In general, systems-based studies and factorial experiments confront similar issues when determining the number of replications and plot configurations needed for adequate statistical analyses. A few issues, however, are specific to agricultural systems research and can be addressed by the experimental design and sampling strategies.
To start, what constitutes a “control” for a systems experiment? In factorial experiments, scientists often strengthenthe design by including a control plot that does not receive the treatment (for example, in a fertilizer experiment, the zero-nitrogen treatment is the control). In a systems study, however, this type of control does not usually make sense, and there is generally no straightforward way to define a standard control treatment. Some studies do include a “reference” system, which often consists of the “typical” or “conventional” management system, to compare with a number of experimental alternatives. Depending on the experiment, this system may be referred to as “conventional” or “farmer practice.” This is more accurate than referring to the system as a “control,” since for most agricultural systems studies, the “control” can vary depending on the researchers’ perspectives. In experiments comparing agricultural systems to native or unmanaged native systems, the native ecosystems could be considered “controls” compared to agriculture. In general, avoid designating one system as a “control” because that determination is largely subjective in systems experiments and can lead to confusion.

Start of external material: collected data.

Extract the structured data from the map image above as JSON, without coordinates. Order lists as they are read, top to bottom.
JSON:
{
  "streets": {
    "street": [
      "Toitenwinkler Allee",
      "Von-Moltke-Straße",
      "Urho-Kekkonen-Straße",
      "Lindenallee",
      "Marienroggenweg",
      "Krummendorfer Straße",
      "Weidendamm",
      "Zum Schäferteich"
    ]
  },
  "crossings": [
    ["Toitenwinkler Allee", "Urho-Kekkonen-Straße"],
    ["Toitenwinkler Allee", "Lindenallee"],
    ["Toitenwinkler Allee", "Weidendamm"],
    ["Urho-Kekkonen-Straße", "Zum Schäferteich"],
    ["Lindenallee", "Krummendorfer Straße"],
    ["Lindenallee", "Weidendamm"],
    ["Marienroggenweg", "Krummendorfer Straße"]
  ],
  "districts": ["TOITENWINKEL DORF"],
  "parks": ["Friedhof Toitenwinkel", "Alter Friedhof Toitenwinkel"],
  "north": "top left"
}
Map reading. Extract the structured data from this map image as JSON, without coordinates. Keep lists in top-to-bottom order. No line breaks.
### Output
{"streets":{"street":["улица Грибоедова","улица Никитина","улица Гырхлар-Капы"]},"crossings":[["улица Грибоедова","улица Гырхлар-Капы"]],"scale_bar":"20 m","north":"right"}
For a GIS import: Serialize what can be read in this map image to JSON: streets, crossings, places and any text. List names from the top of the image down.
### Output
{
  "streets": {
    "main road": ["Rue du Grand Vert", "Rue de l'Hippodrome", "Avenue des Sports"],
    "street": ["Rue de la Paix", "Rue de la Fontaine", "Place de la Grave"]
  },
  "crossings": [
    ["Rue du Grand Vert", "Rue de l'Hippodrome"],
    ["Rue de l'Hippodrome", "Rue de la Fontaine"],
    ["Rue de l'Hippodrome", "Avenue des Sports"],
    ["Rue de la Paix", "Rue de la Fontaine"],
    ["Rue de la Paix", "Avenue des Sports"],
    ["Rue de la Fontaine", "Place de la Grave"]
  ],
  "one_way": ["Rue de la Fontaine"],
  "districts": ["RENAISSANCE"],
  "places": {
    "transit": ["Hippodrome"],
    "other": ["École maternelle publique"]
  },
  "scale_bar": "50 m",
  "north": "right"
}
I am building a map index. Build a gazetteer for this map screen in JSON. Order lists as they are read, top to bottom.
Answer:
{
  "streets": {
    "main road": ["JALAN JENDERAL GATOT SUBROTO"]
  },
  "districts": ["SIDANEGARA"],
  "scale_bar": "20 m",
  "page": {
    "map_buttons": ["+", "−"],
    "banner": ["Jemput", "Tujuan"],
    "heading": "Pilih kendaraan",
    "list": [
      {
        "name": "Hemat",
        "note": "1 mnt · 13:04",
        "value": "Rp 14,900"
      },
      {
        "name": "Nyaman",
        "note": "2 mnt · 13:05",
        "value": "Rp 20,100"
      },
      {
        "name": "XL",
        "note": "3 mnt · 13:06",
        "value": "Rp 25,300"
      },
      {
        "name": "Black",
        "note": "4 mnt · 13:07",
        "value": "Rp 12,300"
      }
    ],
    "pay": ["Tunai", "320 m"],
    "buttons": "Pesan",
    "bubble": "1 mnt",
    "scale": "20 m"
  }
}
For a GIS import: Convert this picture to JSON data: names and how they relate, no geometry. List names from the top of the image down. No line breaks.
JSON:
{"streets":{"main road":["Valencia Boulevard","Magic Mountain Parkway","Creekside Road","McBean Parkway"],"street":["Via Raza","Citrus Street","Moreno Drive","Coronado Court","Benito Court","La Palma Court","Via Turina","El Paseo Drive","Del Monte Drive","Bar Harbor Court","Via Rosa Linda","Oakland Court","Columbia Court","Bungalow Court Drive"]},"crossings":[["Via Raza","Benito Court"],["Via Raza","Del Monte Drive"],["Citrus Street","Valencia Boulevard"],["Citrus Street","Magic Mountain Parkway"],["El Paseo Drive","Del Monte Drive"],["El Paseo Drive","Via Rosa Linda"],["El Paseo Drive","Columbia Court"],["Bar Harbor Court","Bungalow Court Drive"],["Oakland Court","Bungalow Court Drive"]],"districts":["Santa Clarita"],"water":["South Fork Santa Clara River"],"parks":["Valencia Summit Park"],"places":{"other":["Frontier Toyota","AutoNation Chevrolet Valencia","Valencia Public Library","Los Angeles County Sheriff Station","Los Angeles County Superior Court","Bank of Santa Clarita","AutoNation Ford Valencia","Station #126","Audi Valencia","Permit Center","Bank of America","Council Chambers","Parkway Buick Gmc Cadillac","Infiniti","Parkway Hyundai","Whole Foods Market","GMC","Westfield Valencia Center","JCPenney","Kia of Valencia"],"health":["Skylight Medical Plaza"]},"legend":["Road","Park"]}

Spatial variability can also be an issue in systems experiments because of the larger plot sizes. To minimize the impact of unexpected spatial variability in on-farm studies, research can be carried out within smaller, defined field plots (Drinkwater et al., 1995; Schipanski et al., 2010). Farmers, who are usually knowledgeable about spatial variability in their fields, can point out areas that behave differently and should be avoided. Within very large fields, smaller research plots can be used to target particular soil types to allow for better control of soil variability across sites. In field station experiments, allocate resources (e.g., time, funds) for a spatial assessment of the site if it is relatively large. A “uniformity trial” can be done by planting a single crop across the entire experimental site and collecting soil samples and plant biomass data on a defined grid. These baseline studies can be conducted for several years. GPS can be used to identify sampling locations, and geostatistical techniques can characterize spatial variability. Cavigelli et al. (2005) present an excellent example of this technique.
When considering how to block an experiment, analyses of spatial variability can be particularly useful. If possible, arrange blocks to reflect soil variability. Preliminary assessment of the research site has the added advantage of providing a framework that can be used for future sampling and to establish a strong baseline. As the experiment progresses, researchers can document changes over time by sampling a subset of points that were characterized during the preliminary assessment.
Because systems experiments tend to focus on longer- term trends and changes over time, establish a well-documented time-zero baseline, particularly for simulated, replicated system studies, to strengthen the ability to make these assessments. Cropping systems experiments in which the site is repeatedly planted to a single crop often begin with two to three baselines or year zeros. Allow multiple years for baseline data collection if the site includes fields with different management histories that have been combined for the experiment. Careful time-zero sample collection and archiving can also greatly expand future research possibilities. For example, consider collecting and archiving air-dried samples and freezing small samples (ideally at –80°C) in case there is a future interest in using molecular or other techniques.